Well I think the ideal anticoagulant is exactly what we are working on, which is a drug which is very predictable. You give a certain amount and you get predictably a certain effect. A drug obviously that has potent efficacy, so it does what you want in a strong way, but does not introduce off-target or unanticipated side effects. One of the issues that we have been focused on is a drug which spontaneously goes away quickly because we are specifically focused on situations where we currently use heparin and protamine to reverse because you need the anticoagulant profile of heparin, but at the end of for example a bypass operation, you need the anticoagulant effect to go away. So our drug spontaneously goes away literally within minutes. Finally one additional characteristic that we have been focused on is the spontaneous nature of reversal, specifically no antidote required, so if you do need to reoperate on a patient which we occasionally do, you don’t have the complexity of having introduced an antagonist to your anticoagulant.

BRUCE JAPSEN:

Yeah that is a key significant point because especially these days when folks are talking about errors and unfortunately the surgeries do have to be redone, but in your case with the developing a synthetic, there are just so many more things that you can do without worry in harming a patient.

DR. TED LOVE:

That’s absolutely correct. And one other thing is that patients that we take to bypass often have limited kidney function or abnormal kidney function and one of the issues with heparin, but also many of the alternatives that we occasionally use when you can't use heparin, patients have abnormal kidney function or renal function.
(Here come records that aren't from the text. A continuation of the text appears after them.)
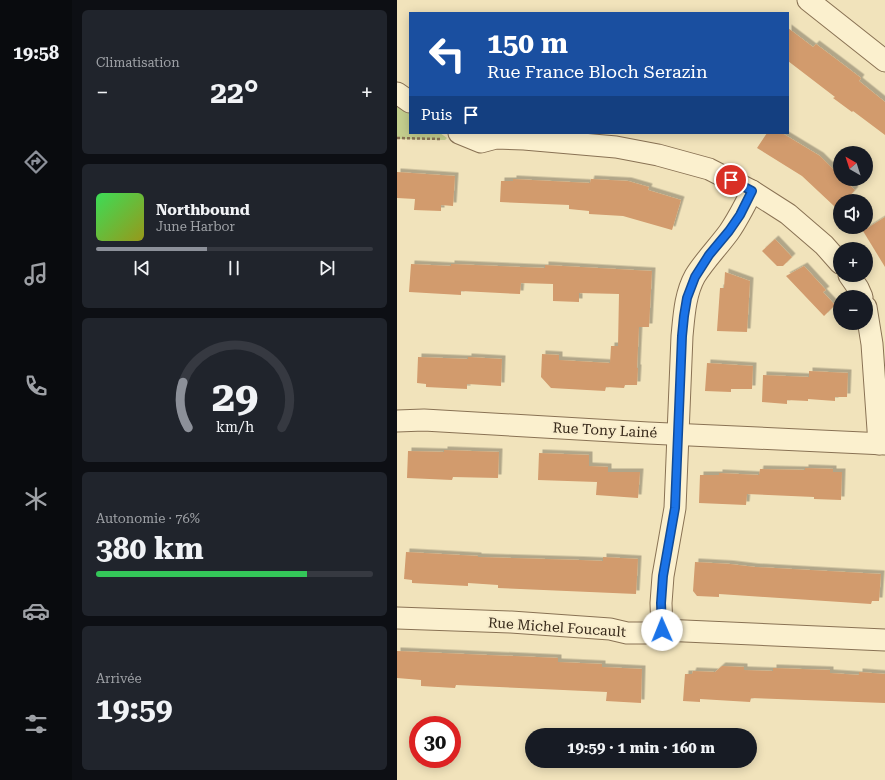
<!DOCTYPE html>
<html lang="fr">
<meta charset="utf-8">
<style>
body{margin:0;font-family:"Roboto Serif",serif;background:#20242c;color:#f1f3f6;height:100vh;display:flex;flex-direction:column;font-size:15px;white-space:nowrap}
*{box-sizing:border-box;margin:0}
p{font-size:13px;color:#9ea1a6}
.icon{flex:none;width:22px;height:22px;fill:none;stroke:currentColor;stroke-width:2;stroke-linecap:round;stroke-linejoin:round}
.map{position:relative;flex:1;overflow:hidden}
.details{display:flex;flex-direction:column;gap:10px;padding:10px;background:#0d0f14;width:325px}
.details>*{flex:none}
.guide{position:absolute;left:12px;top:12px;width:380px;height:122px;border-radius:0px;box-shadow:0 2px 10px #0003;background:#1a4fa0;color:#fff;overflow:hidden}
.needle{width:26px;rotate:321deg}
.tools{position:absolute;left:436px;top:146px;display:grid;gap:8px}
.tools a{display:grid;place-items:center;width:40px;height:40px;border-radius:50%;background:#171b24;box-shadow:0 2px 10px #0003;font-size:20px}
.speed{position:absolute;left:12px;top:716px;display:flex;gap:8px;font-size:20px;font-weight:700;text-align:center}
.speed>*{display:grid;place-content:center;width:52px;height:52px;border-radius:50%;background:#171b24;box-shadow:0 2px 10px #0003;line-height:1}
.speed .limit{border:6px solid #d22;background:#fff;color:#111}
.pin{position:absolute;display:grid;place-items:center;width:34px;height:34px;color:#fff;margin:-17px;border:2px solid #fff;border-radius:50%;box-shadow:0 1px 4px #0007}
.me{position:absolute;width:44px;margin:-22px;rotate:359deg;stroke-linejoin:round;filter:drop-shadow(0 0 3px #0008)}
.turn{display:flex;align-items:center;gap:14px;height:84px;padding:0 12px;font-size:18px}
.turn .icon{width:52px;height:52px;stroke-width:2.5}
.turn b{display:block;font-size:28px;line-height:34px}
.then{display:flex;align-items:center;height:38px;padding:0 12px;background:#0003;gap:8px;font-size:15px}
.big{font-size:30px;font-weight:700;line-height:1.1}
.details .card{flex:1;display:flex;flex-direction:column;justify-content:center;gap:6px;min-width:0;padding:0 14px;border-radius:6px;background:#20242c}
.details .dial{align-items:center;gap:0}
.dial svg{height:104px;overflow:visible;fill:none;stroke:#363941;stroke-width:7;stroke-linecap:round;text-anchor:middle}
.dial text{fill:#f1f3f6;stroke:none}
.song{display:flex;align-items:center;gap:12px}
.cover{width:48px;height:48px;border-radius:6px;background:linear-gradient(135deg,hsl(130 70% 55%),hsl(60 70% 35%))}
.played{height:4px;border-radius:2px;background:linear-gradient(90deg,#8c9099 40%,#363941 40%)}
.keys{display:flex;justify-content:space-around;direction:ltr}
.heat{display:flex;justify-content:space-between;align-items:center;font-size:22px;direction:ltr}
.charge{height:6px;border-radius:3px;background:linear-gradient(90deg,#34c759 76%,#363941 0)}
.trip{position:absolute;left:128px;top:728px;width:232px;height:40px;border-radius:20px;background:#171b24;box-shadow:0 2px 10px #0003;font-weight:700;line-height:40px;text-align:center}
main{display:flex;flex:1;min-height:0}
.tabs{display:flex;flex-direction:column;width:72px;justify-content:space-around;align-items:center;background:#090b0e;color:#9ea1a6}
.tabs .icon{width:28px;height:28px}
.tabs .active{color:#8c9099}
.tabs b{font-size:18px;color:#f1f3f6}
.map>svg:first-child{display:block}
</style>
<main>
<nav class="tabs">
<b>19:58</b>
<svg class="icon active" aria-label="directions" viewBox="0 0 24 24"><path d="M12 3l9 9-9 9-9-9zM9 14v-3h6M13 9l2 2-2 2"/></svg>
<svg class="icon" aria-label="music" viewBox="0 0 24 24"><path d="M9 18V5l10-2v13"/><circle cx="6" cy="18" r="3"/><circle cx="16" cy="16" r="3"/></svg>
<svg class="icon" aria-label="phone" viewBox="0 0 24 24"><path d="M5 4h4l2 5-3 2q2 4 5 5l2-3 5 2v4C11 20 4 13 5 4z"/></svg>
<svg class="icon" aria-label="climate" viewBox="0 0 24 24"><path d="M12 3v18M4 7l16 10M4 17L20 7"/></svg>
<svg class="icon" aria-label="car" viewBox="0 0 24 24"><path d="M5 17H2v-5l4-1 3-4h7l3 4 3 1v5h-3M9 17h6M6 11h13"/><circle cx="7" cy="17" r="2"/><circle cx="17" cy="17" r="2"/></svg>
<svg class="icon" aria-label="filters" viewBox="0 0 24 24"><path d="M4 7h16M4 17h16"/><circle cx="9" cy="7" r="2"/><circle cx="15" cy="17" r="2"/></svg>
</nav>
<section class="details">
<div class="card"><p>Climatisation</p>
<div class="heat"><a>−</a><b class="big">22°</b><a>+</a></div>
</div>
<div class="card">
<div class="song"><i class="cover"></i><div><b>Northbound</b><p>June Harbor</p></div></div>
<div class="played"></div>
<div class="keys"><svg class="icon" aria-label="previous" viewBox="0 0 24 24"><path d="M18 5L8 12l10 7zM5 5v14"/></svg><svg class="icon" aria-label="pause" viewBox="0 0 24 24"><path d="M8 5v14M16 5v14"/></svg><svg class="icon" aria-label="next" viewBox="0 0 24 24"><path d="M6 5l10 7-10 7zM19 5v14"/></svg></div>
</div>
<div class="card dial"><svg viewBox="0 0 100 80">
<path d="M14 69A42 42 0 1 1 86 69"/>
<path d="M14 69A42 42 0 0 1 10 34" stroke="#8c9099"/>
<text x="50" y="56" font-size="32" font-weight="700">29</text>
<text x="50" y="72" font-size="11">km/h</text>
</svg></div>
<div class="card"><p>Autonomie · 76%</p><b class="big">380 km</b><div class="charge"></div></div>
<div class="card"><p>Arrivée</p><b class="big">19:59</b></div>
</section>
<div class="map">
<svg width="488" height="780" viewBox="0 0 488 780">
<defs>
<filter id="shadow"><feDropShadow dx="3.5" dy="-3.5" stdDeviation="0" flood-color="#0004"/></filter>
</defs>
<rect width="100%" height="100%" fill="#f1e3bb"/>
<polygon fill="#c5cf8e" points="0,102 13,112 13,133 43,133 50,138 48,140 0,139"/>
<g fill="#d29b6d" filter="url(#shadow)">
<polygon points="391,28 416,47 419,44 439,59 464,78 462,81 488,102 488,135 456,111 455,112 436,98 438,97 391,61"/>
<polygon points="370,133 385,133 423,156 443,176 443,179 446,179 458,190 448,201 443,201 443,206 437,206 405,176 360,148"/>
<polygon points="0,172 58,176 56,206 44,205 44,211 17,210 18,199 0,198"/>
<polygon points="116,179 193,183 194,179 231,181 252,187 251,190 284,200 275,230 226,216 192,214 192,211 172,209 172,205 103,202 104,181 116,181"/>
<polygon points="488,217 488,267 466,231"/>
<polygon points="378,239 395,257 386,266 380,266 365,251"/>
<polygon points="14,264 54,266 54,264 148,268 148,265 255,271 252,327 242,327 240,368 241,368 240,385 228,385 227,388 209,387 208,391 154,388 144,377 145,354 162,355 162,360 213,363 214,346 221,346 222,294 182,293 182,302 156,301 156,284 124,283 123,294 64,291 64,295 12,292"/>
<polygon points="407,266 429,290 426,292 438,305 427,316 389,276"/>
<polygon points="328,272 353,281 350,332 320,331 323,288 327,288"/>
<polygon points="21,357 71,359 71,357 105,359 104,386 70,384 70,389 29,387 29,384 20,383"/>
<polygon points="310,363 356,366 355,389 334,389 334,392 308,391"/>
<polygon points="412,371 451,373 450,397 438,397 438,401 411,399 411,401 390,400 390,404 365,402 366,375 412,377"/>
<polygon points="47,450 102,452 101,478 56,477 55,480 10,478 11,451 47,452"/>
<polygon points="142,453 192,455 192,466 211,467 211,472 243,472 241,498 199,495 200,482 141,480"/>
<polygon points="408,468 436,469 436,472 445,472 444,500 417,499 417,497 350,494 349,505 302,503 303,475 322,475 322,473 362,475 363,469 408,470"/>
<polygon points="9,552 81,556 81,557 183,560 206,561 206,557 241,559 239,594 101,588 101,585 71,583 71,586 15,583 15,580 7,579"/>
<polygon points="298,562 333,564 358,567 484,574 482,601 475,601 474,604 322,594 322,597 300,596 296,591"/>
<polygon points="0,651 161,658 161,662 205,664 205,667 245,669 244,703 209,701 210,692 59,685 58,688 24,686 24,680 0,678"/>
<polygon points="325,666 347,667 347,670 376,671 376,668 433,670 433,673 462,675 462,672 488,674 488,703 354,698 353,702 303,699 303,702 286,701 288,674 295,674 296,671 318,672"/>
</g>
<g fill="none" stroke-linecap="round" stroke-linejoin="round">
<defs>
<g id="minor">
<polyline points="411,0 488,61"/>
<polyline points="0,93 13,102"/>
<polyline points="62,133 84,142 99,138 127,139 219,147 261,155 312,169 355,191 391,214 427,245 443,263"/>
<polyline points="452,275 461,288 465,297"/>
<polyline points="469,307 475,344 482,444"/>
<polyline points="0,421 27,420 251,433 488,444"/>
<polyline points="0,618 114,622 213,629 230,633 248,633 265,630 488,640"/>
<path d="M265 630 264 603 266 576 278 508 285 336C287 316 288 294 298 276 308 260 321 247 332 232 341 219 348 205 355 191"/>
</g>
</defs>
<use href="#minor" stroke="#897254" stroke-width="23"/>
<polyline stroke="#897254" stroke-width="2.5" stroke-dasharray="3 2" stroke-linecap="butt" points="0,138 44,139"/>
<use href="#minor" stroke="#fbf0ce" stroke-width="21"/>
</g>
<g fill="none" stroke-linecap="round" stroke-linejoin="round">
<defs>
<polyline id="route" points="265,630 264,603 266,576 278,508 285,336 287,316 290,298 298,277 312,255 332,231 343,215 355,191 334,180"/>
</defs>
<use href="#route" stroke="#114b97" stroke-width="10"/>
<use href="#route" stroke="#1a73e8" stroke-width="7"/>
</g>
<g text-anchor="middle" stroke-width="4" stroke-linejoin="round" paint-order="stroke">
<g font-size="14" fill="#37291a" stroke="#f8eccb">
<text transform="translate(208 430) rotate(3)" y="5">Rue Tony Lainé</text>
<text transform="translate(160 627) rotate(4)" y="5">Rue Michel Foucault</text>
</g>
</g>
</svg>
<div class="tools">
<a><svg class="needle" viewBox="-14 -14 28 28"><path d="M0-13l5 13h-10z" fill="#e53935"/><path d="M0 13l5-13h-10z" fill="#9ea1a6"/></svg></a>
<a><svg class="icon" aria-label="sound" viewBox="0 0 24 24"><path d="M4 9h4l5-4v14l-5-4H4zM17 9q2 3 0 6"/></svg></a>
<a>+</a>
<a>−</a>
</div>
<div class="speed"><div class="limit">30</div></div>
<div class="pin" style="left:334px;top:180px;background:#d93025"><svg class="icon" aria-label="arrive" viewBox="0 0 24 24"><path d="M6 21V4h12l-3 4 3 4H6"/></svg></div>
<svg class="me" style="left:265px;top:630px" viewBox="-20 -20 40 40"><circle r="19" fill="#fff"/><path d="M0-13L10 11 0 6-10 11z" fill="#1a73e8"/></svg>
<div class="trip">19:59 · 1 min · 160 m</div>
<div class="guide">
<div class="turn"><svg class="icon" aria-label="left" viewBox="0 0 24 24"><path d="M17 20v-9H6M10 6l-5 5 5 5"/></svg><div><b>150 m</b>Rue France Bloch Serazin</div></div>
<div class="then">Puis<svg class="icon" aria-label="arrive" viewBox="0 0 24 24"><path d="M6 21V4h12l-3 4 3 4H6"/></svg></div>
</div>
</div>
</main>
So then it creates additional complexity of using those drugs. So the drug that we are focused on also has no interaction at least based on what we have seen so far in terms of kidney function, so irrespective of patients kidney function, the drug continues to be predictable in terms of its onset and predictable in terms of its rapid offset.

BRUCE JAPSEN:

And could you tell some of our physicians, just in wrapping up, you know, what is the future hold for this type of therapy, I mean do you that there will be some synthetic alternatives on the market that they would need and perhaps why should they be looking forward to those?

DR. TED LOVE:

Well I think the major advantage of heparin quite frankly has been that it's cheap and over time when you are talking about the total cost of managing a patient including its side effects often the better agent is the cheaper agent, so I think over time there will be a move toward fully synthetic products. One of the other advantage is that heparin has had over all of the synthetic alternatives is that it's reversible. We really have not had an agent that has the anticoagulant capacity that you can reverse just like heparin and that’s why our company has focused on developing this product that we call NU-172 that’s rapidly self-reversed, potent anticoagulant, as potent as heparin, but rapidly self reversed.

BRUCE JAPSEN:

Well with that I would like to thank Dr. Ted Love who has been our guest. He is the CEO of a San Francisco biotech company, Nuvelo, and we have been talking about the future of anticoagulation. This is Bruce Japsen of the Chicago Tribute, I have been your host and I would like to thank Dr. Love again for being our guest and I would like to thank you today for listening.